OCR a Page or Region
OCR (Optical Character Recognition) turns image-based text on a scanned PDF into selectable, searchable text. Spark can run OCR on a whole page or on a user-drawn region.
When to Use OCR
- PDF pages that are scans — you can't select text on them.
- Text markup tools (Highlight / Underline) give "No text found" messages.
- Search (
Ctrl+F) returns no results even though the text is visible.
OCR the Current Page
- Right-click the page → OCR → OCR This Page.
- A progress indicator appears.
- When complete, the page now has a transparent text layer that matches the visual characters.
After OCR:
- Text selection works (drag across text).

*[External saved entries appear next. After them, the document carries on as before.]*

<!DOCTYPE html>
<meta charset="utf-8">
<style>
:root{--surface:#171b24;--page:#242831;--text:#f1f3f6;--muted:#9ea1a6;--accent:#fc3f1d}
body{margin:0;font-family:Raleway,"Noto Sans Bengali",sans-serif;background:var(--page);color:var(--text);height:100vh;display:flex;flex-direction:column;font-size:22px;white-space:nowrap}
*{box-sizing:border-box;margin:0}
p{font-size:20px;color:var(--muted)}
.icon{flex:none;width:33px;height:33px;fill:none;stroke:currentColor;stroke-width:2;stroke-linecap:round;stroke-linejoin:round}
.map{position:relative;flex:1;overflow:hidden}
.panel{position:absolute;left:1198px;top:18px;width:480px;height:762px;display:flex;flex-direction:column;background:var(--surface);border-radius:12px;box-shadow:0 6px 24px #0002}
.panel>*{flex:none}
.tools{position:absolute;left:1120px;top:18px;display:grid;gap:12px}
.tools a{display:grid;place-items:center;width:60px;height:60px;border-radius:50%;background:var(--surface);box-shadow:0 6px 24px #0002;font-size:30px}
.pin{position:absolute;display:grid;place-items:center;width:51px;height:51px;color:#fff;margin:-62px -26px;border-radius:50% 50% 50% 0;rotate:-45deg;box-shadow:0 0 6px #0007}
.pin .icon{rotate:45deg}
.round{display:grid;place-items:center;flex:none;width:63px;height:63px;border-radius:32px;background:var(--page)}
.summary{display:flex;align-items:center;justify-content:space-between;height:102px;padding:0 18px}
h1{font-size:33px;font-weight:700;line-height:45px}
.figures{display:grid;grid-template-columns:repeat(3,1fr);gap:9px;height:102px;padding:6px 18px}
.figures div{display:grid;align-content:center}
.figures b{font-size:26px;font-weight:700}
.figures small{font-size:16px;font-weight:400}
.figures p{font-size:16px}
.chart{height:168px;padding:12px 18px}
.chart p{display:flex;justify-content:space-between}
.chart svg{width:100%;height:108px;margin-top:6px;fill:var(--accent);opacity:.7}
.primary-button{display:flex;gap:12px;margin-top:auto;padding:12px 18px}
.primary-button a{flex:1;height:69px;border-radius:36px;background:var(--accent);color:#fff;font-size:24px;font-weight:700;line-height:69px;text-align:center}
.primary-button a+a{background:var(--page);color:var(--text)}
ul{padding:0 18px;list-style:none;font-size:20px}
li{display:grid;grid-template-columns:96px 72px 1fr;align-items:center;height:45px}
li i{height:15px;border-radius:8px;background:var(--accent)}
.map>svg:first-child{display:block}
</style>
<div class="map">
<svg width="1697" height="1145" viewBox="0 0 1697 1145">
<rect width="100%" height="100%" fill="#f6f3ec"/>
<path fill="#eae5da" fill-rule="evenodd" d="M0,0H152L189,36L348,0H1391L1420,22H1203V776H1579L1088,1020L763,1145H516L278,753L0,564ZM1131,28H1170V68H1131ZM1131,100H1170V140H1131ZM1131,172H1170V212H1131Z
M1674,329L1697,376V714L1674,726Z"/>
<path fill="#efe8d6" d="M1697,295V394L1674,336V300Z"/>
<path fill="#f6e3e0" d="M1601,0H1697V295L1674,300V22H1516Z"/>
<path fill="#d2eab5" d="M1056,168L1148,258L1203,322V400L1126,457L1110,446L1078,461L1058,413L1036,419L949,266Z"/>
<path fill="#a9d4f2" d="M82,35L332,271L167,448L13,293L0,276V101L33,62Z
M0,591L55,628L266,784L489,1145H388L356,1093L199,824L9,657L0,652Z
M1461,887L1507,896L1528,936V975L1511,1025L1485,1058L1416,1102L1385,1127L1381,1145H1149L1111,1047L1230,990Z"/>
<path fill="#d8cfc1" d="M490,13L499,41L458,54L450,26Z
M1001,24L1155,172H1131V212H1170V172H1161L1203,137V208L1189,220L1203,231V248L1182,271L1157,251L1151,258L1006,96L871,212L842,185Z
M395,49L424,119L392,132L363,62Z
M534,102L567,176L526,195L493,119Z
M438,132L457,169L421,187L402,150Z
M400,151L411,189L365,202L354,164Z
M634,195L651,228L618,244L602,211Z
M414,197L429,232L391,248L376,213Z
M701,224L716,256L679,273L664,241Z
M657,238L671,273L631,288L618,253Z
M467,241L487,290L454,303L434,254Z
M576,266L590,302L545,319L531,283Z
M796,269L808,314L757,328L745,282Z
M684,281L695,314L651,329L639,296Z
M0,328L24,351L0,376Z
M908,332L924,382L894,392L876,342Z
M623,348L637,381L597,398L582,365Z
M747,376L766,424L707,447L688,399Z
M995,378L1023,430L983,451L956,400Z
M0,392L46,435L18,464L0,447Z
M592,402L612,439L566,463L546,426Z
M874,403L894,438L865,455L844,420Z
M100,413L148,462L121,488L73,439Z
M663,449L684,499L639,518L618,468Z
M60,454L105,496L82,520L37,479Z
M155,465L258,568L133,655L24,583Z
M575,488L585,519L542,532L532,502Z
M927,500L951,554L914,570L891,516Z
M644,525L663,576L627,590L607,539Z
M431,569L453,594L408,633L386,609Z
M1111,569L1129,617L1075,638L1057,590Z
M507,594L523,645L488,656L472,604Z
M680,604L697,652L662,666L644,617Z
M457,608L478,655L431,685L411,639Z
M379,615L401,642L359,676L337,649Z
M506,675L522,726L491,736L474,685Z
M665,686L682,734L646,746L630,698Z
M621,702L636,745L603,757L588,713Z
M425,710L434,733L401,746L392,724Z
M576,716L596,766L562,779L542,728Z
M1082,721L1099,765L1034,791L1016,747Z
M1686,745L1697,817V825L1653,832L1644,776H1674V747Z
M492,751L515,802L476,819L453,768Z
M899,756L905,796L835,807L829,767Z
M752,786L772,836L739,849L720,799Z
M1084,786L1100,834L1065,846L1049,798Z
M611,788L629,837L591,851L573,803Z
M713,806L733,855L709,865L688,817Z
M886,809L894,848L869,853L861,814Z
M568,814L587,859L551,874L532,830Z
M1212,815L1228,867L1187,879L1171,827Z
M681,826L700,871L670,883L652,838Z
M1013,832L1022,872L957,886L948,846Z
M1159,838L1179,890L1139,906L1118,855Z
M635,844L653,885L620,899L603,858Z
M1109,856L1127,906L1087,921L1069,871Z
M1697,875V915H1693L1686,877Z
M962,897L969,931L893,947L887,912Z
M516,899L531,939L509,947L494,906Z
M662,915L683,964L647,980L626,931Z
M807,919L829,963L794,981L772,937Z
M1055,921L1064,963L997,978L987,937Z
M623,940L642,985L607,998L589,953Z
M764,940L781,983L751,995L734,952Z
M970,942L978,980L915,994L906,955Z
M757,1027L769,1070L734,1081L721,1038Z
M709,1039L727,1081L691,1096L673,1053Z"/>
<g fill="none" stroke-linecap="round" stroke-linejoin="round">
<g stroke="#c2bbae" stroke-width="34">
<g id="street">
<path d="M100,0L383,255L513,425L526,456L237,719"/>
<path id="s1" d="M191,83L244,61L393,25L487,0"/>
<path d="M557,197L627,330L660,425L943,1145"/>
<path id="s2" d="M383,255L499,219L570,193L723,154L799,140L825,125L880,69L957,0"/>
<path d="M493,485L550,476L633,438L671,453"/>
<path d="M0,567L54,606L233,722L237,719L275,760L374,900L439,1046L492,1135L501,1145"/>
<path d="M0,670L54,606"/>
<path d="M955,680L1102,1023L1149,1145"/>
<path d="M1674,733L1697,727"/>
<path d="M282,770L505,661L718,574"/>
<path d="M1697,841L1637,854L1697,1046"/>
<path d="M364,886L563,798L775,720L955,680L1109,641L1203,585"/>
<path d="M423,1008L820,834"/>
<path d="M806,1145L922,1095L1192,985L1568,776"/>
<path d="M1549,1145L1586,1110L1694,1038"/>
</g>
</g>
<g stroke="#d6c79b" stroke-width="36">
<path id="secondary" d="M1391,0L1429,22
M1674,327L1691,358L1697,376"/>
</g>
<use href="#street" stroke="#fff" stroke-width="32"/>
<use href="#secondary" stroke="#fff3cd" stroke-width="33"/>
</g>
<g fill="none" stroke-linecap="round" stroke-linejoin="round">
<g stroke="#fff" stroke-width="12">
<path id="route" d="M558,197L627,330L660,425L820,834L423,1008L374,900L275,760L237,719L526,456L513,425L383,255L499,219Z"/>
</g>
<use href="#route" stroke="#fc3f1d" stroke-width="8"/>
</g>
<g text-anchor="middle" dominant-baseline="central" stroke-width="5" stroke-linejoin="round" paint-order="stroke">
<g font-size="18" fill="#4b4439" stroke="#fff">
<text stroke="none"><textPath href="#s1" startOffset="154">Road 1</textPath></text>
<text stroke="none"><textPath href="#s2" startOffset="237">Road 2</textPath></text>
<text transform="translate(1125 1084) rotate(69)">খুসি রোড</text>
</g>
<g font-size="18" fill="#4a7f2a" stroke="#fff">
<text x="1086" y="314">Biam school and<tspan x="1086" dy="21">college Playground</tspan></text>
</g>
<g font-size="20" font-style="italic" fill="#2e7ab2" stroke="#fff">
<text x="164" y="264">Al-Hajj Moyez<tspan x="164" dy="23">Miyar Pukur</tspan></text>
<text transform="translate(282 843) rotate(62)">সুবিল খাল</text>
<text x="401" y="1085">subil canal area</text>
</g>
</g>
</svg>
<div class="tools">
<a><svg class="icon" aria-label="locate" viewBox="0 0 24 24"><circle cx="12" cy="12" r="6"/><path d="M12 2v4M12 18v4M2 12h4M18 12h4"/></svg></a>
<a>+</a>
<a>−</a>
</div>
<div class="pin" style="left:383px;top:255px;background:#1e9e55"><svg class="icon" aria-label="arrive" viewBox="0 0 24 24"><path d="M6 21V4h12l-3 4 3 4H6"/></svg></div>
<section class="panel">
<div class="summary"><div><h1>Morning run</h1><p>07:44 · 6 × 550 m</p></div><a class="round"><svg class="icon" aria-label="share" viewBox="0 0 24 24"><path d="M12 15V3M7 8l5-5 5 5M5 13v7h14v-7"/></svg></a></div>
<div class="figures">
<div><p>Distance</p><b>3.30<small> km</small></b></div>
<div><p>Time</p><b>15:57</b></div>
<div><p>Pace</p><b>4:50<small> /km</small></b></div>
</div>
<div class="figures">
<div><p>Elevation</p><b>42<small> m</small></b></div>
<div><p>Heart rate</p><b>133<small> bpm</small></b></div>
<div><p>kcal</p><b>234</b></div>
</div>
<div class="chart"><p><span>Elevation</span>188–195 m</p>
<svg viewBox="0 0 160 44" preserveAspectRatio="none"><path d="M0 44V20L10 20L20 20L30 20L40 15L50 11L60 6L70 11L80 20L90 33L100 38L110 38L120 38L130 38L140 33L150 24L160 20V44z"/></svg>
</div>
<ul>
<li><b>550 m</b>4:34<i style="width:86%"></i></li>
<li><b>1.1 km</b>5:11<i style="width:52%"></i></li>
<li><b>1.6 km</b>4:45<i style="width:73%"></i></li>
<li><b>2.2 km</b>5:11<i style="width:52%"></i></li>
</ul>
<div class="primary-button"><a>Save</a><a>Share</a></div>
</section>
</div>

Ctrl+Fcan find words.- Highlight / Underline / Strikethrough tools work on the OCR'd text.
OCR a Region
For large pages, OCR'ing the whole thing can be slow. To focus on one area:
- Right-click → OCR → OCR Selected Region.
- Drag a rectangle over the region.
- Release.
- Spark OCRs only that region, adding its text to the page's text layer.
Copy OCR Text
After OCR, right-click → OCR → Copy OCR Text copies the recognised text to the clipboard. Useful when you don't want to paste into a text markup — just grab the text.
Language and Accuracy
Default OCR language is set in Settings → OCR → Language. Supported languages include English, French, German, Spanish, Italian, Portuguese, Dutch, and CJK (Chinese, Japanese, Korean) depending on which language packs are installed.
Accuracy tips:
- Higher-resolution scans produce better results.
- Pages with a straight orientation OCR better than skewed ones.
- Mixed-language pages require the correct language pack; auto-detect works for most Western scripts.
OCR Engine
Spark uses a local OCR engine — no data leaves your machine. All processing happens on your computer.
What OCR Doesn't Do
- It doesn't redraw the page — the visual content is unchanged.
- It doesn't modify annotations already on the page.
- It doesn't auto-correct typos.
- It doesn't extract tables to a structured format — only running text.
After OCR
The recognised text is saved in the PDF's text layer. On next open:
- The page is still image-based visually.
- Text selection and search work because the invisible text layer is present.
This is the standard "searchable PDF" format.
Performance
| Page size | Typical OCR time (local engine) |
|---|---|
| A4 / Letter, 300 DPI | 2–5 seconds |
| A3 or larger, 600 DPI | 5–15 seconds |
| Whole 100-page document (batch) | ~1–5 minutes |
Batch OCR (all pages) is available via Tools → OCR → OCR All Pages where enabled.
Common Pitfalls
Warning — OCR quality depends on scan quality. A blurry or low-contrast scan may produce incorrect text. Always spot-check the recognised text for critical documents.
Tip — For forms with hand-written entries, OCR won't reliably read handwriting. Use OCR for printed text only; add Sticky Notes or Text Boxes over hand-written sections instead.